Hiding the existence of documents relevant to a lawsuit is a major no-no, one that courts look upon very dimly. The timing of the AP's report -- arriving just as major litigation against Toyota over the unintended-acceleration issue is getting under way -- is exquisitely inconvenient for the auto giant.

The report's impact on the company's business, though, may not be significant. In a year that has already seen numerous recalls, extensive publicity over the unintended-acceleration issue, and congressional hearings that included testimony from CEO Akio Toyoda himself -- testimony that made headlines all over the world -- these latest developments may seem like just more chapters in a story that's already getting old.

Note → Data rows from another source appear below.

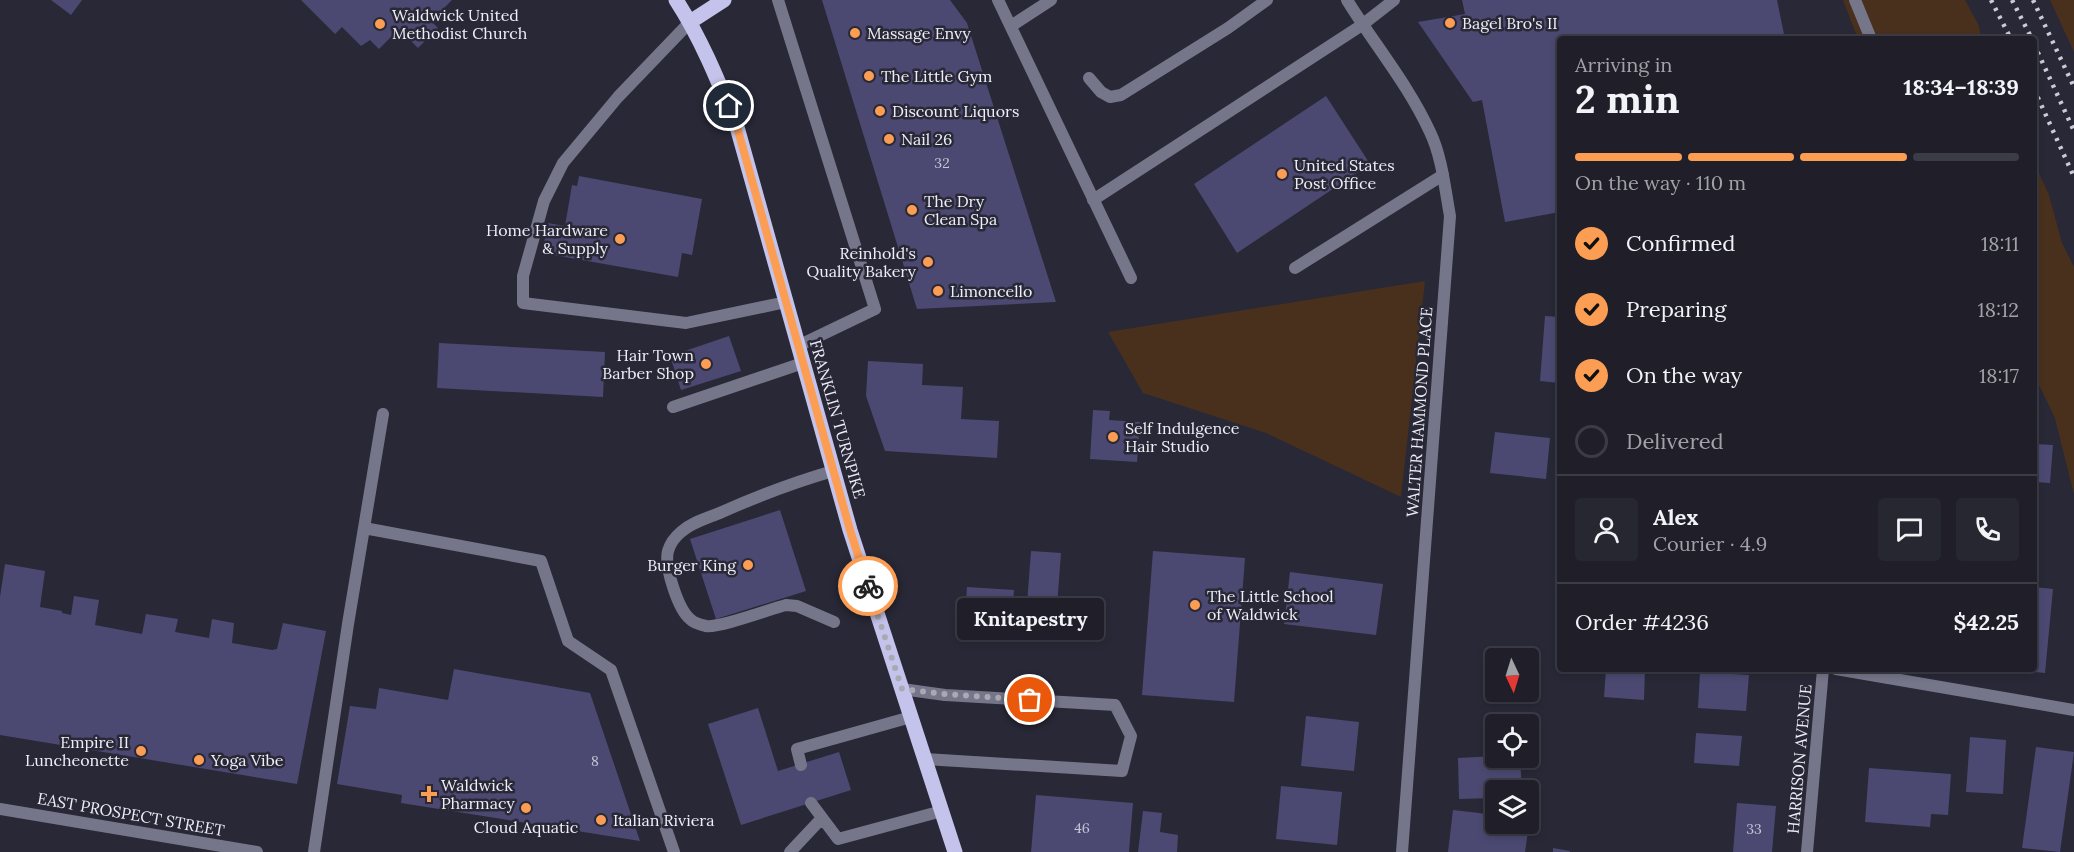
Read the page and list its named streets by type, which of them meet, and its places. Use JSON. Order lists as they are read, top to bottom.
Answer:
{
  "streets": {
    "main road": ["FRANKLIN TURNPIKE"],
    "street": ["WALTER HAMMOND PLACE", "HARRISON AVENUE", "EAST PROSPECT STREET"]
  },
  "places": {
    "other": [
      "Bagel Bro's II",
      "Waldwick United Methodist Church",
      "Massage Envy",
      "The Little Gym",
      "Discount Liquors",
      "Nail 26",
      "United States Post Office",
      "The Dry Clean Spa",
      "Home Hardware & Supply",
      "Reinhold's Quality Bakery",
      "Limoncello",
      "Hair Town Barber Shop",
      "Self Indulgence Hair Studio",
      "Burger King",
      "The Little School of Waldwick",
      "Knitapestry",
      "Empire II Luncheonette",
      "Yoga Vibe",
      "Cloud Aquatic",
      "Italian Riviera"
    ],
    "health": ["Waldwick Pharmacy"]
  },
  "house_numbers": [
    "32",
    "8",
    "46",
    "33"
  ],
  "north": "bottom",
  "page": {
    "heading": ["2 min", "Arriving in", "18:34–18:39"],
    "panel": [
      "Alex",
      "Courier · 4.9",
      "Order #4236",
      "$42.25"
    ],
    "bar": "On the way · 110 m",
    "list": [
      ["Confirmed", "18:11"],
      ["Preparing", "18:12"],
      ["On the way", "18:17"],
      "Delivered"
    ],
    "bubble": "Knitapestry"
  }
}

But there's a deeper drama going on here, one that should be of serious concern to Toyota shareholders.

The story behind the stories
Like Ford (NYSE: F), Toyota's history is a long story of interplay between members of the company's founding family and the professional executives brought in to run the firm. But unlike Ford, where the family's representative holds a nonexecutive role and is strongly supportive of management, Toyota's executive ranks have been split by a longtime feud between the Toyodas and several of the company's senior managers, including Vice Chairman Katsuaki Watanabe, who served as president until being replaced by Akio Toyoda last year.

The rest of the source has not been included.